ピエールが嘆いているのは、可能性を秘めた未来が失われたせいではなかった。無駄にした過去、浪費した歳月、つまらぬことに使ってしまった時間、なにも成し遂げることなく、のらくらとすごしてきた日々を嘆いているのだ。
       
   「フレームシフト」ロバート・J・ソウヤー(内田昌之訳) 早川書房

 18歳のピエール・タルディヴェルは、母が死の直前に告白したことにより、自分の本当の父親が別にいることを知った。そして、意を決して実の父親に会いに行ったピエールを待ち受けていたのは、あまりにも悲惨な運命――自分がハンチントン病(ハンチントン舞踏病)の遺伝子を譲り受けているかもしれないということだった。進行性の痴呆や無意味な筋肉の動きを伴うこの病を癒す手段は、いまの世界にはない。底知れぬ絶望の中、ピエールは自殺ではなく、研究に没頭し、自らの名を残すという道を選ぶ。そして、遺伝学に没頭したピエールは、32歳のとき、カナダからカリフォルニア州にあるローレンス=バークレー研究所の研究員となり、バークレー大学で心理学の助教授を務めるモリーと出会った。ある一定の距離内にいる人の発話思考を読みとることのできるモリーにとって、男性との付き合いは苦痛でしかなかったが、モリーには理解することのできないフランス語で思考するピエールとの付き合いは新鮮で、気持ちのよいものだったからだ。ピエールもまた、モリーの明るさによって慰められ、ふたりは結婚を決意する。そして、子どもを持つことのできないピエールの代わりに精子提供を申し出たのは、ピエールの上司でノーベル賞受賞者のブリアン・クリマス博士だった。
 一方、第二次世界大戦中のドイツで、収容所のユダヤ人たちから恐怖のイヴァンと呼ばれ、怖れられていた男を追い続ける特別捜査官アヴィ・マイヤー。
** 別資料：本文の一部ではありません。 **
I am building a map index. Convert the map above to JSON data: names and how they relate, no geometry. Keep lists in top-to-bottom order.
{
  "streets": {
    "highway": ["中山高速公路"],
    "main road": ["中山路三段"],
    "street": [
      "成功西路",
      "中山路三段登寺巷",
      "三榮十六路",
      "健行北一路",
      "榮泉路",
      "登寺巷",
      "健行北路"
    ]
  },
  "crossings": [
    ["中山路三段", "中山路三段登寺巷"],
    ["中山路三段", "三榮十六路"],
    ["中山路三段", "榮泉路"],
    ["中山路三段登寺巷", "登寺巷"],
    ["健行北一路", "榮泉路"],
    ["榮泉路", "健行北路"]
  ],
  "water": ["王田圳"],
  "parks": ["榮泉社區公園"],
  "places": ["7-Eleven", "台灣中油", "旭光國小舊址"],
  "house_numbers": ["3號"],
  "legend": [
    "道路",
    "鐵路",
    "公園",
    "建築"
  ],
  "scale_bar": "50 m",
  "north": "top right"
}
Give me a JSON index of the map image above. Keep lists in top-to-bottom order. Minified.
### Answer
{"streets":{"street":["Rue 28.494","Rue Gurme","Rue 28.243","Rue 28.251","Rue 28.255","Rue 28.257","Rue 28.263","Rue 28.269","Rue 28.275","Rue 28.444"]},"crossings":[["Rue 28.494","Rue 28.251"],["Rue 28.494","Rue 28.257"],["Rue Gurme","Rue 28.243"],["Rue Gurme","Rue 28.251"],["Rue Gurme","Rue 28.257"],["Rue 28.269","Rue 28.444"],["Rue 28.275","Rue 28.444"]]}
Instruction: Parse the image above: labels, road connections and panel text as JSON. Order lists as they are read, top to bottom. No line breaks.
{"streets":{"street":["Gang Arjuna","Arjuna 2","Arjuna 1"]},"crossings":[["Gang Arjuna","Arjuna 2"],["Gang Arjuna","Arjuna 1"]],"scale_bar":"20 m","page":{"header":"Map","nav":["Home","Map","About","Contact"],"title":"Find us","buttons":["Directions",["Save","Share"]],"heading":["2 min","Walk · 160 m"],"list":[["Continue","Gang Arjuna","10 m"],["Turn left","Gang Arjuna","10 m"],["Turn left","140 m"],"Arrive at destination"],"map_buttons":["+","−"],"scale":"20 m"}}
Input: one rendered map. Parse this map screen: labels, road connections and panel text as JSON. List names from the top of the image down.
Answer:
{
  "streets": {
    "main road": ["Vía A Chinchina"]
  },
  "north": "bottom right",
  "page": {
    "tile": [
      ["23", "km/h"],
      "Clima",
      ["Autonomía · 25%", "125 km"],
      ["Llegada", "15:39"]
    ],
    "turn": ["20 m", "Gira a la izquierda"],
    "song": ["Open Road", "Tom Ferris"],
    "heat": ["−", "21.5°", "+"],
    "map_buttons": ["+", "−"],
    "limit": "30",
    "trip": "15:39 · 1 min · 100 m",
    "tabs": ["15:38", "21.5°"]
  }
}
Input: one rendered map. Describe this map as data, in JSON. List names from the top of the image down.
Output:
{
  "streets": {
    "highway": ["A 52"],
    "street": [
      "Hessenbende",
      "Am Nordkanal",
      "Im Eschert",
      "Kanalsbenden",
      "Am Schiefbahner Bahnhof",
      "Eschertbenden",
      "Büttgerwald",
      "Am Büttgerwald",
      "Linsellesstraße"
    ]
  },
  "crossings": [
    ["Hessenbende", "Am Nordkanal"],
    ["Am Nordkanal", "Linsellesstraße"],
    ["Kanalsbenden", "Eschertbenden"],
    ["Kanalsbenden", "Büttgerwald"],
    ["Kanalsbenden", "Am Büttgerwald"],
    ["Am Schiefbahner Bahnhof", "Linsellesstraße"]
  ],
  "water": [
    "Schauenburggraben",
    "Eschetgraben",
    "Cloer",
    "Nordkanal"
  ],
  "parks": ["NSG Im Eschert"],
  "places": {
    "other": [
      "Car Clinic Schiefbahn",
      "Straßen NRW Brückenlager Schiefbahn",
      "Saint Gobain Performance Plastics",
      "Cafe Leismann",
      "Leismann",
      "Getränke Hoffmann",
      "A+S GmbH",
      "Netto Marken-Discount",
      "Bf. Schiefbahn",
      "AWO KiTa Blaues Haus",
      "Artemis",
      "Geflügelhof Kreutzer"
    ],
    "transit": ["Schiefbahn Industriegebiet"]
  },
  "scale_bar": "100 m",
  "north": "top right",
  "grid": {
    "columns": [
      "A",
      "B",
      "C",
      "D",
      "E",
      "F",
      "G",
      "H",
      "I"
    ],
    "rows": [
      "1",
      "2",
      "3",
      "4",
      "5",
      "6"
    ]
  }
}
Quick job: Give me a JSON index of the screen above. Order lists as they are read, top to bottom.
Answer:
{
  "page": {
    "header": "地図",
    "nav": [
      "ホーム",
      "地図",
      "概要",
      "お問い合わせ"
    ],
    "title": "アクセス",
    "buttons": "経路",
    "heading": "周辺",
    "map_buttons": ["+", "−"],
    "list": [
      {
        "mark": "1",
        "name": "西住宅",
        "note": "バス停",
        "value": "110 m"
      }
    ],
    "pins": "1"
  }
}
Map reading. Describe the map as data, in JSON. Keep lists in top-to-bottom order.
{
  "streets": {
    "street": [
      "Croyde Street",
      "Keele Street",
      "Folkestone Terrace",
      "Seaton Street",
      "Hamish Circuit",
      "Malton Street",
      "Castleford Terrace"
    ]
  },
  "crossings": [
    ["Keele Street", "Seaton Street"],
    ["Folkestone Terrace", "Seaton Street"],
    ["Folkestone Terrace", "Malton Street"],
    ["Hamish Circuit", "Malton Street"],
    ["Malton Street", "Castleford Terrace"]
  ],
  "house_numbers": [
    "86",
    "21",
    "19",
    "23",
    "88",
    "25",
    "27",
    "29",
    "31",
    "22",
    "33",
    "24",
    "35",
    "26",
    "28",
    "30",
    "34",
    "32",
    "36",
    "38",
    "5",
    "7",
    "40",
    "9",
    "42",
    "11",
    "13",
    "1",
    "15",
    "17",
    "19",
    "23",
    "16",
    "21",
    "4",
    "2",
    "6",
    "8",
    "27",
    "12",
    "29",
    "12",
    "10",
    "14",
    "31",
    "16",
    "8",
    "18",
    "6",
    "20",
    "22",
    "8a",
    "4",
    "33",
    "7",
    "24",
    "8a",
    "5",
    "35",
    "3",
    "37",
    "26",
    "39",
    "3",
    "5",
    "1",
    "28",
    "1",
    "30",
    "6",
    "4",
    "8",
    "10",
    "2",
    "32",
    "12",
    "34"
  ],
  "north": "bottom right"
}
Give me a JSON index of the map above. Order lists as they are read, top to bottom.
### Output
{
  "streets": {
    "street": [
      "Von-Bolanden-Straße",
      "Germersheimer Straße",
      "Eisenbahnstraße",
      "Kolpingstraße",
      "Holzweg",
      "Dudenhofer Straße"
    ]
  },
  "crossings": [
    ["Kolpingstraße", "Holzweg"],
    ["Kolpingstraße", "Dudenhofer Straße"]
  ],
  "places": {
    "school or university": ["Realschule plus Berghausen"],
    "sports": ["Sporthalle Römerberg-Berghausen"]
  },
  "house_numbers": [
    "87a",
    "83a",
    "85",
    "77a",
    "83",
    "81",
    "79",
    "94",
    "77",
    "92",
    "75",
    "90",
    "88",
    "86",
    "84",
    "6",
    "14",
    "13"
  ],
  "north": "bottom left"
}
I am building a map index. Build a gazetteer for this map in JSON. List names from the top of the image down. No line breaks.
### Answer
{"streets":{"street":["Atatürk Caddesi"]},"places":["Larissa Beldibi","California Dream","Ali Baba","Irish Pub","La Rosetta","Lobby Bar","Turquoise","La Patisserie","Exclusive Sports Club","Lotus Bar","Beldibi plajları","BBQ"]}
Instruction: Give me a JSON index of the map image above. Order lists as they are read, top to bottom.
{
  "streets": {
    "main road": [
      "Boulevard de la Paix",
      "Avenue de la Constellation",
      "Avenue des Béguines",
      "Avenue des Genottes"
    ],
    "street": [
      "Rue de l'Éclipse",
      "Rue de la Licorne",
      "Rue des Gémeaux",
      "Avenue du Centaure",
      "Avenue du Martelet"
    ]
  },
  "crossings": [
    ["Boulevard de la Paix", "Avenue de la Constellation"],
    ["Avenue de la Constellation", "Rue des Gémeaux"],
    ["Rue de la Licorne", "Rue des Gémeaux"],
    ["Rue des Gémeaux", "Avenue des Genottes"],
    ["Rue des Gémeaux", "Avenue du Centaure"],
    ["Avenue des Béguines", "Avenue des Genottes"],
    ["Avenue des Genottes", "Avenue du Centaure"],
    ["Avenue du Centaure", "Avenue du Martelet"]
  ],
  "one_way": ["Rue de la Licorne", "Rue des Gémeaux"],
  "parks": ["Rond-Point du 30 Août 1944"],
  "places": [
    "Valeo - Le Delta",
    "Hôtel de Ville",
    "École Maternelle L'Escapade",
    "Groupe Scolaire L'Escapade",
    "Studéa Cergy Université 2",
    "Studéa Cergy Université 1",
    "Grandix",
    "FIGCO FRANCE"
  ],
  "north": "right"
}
取り返しのつかない失敗の後、慎重に、しかしより執念深くなっていたマイヤーがピエールに接触してきたことで、ピエールはクリマスこそが、怪物イヴァンではないかという疑いを抱く。モリーの産む子どもは怪物の子どもなのか。そして生まれた女の子は……
 遺伝子に隠された謎、歴史に隠された謎。ソウヤーらしく、さまざまな謎が絡み合っているが、物語の中心は、お互いを信頼しあう若い夫婦の物語である。やがて訪れる死を見つめながら、それでも互いをいたわりあって日々を過ごす夫婦の姿は切なく美しい。最終章は涙なくして読めないほどに力強い。平等であるということ、平和であることのすばらしさ。ソウヤー作品の中でも一押し。絶対のオススメである。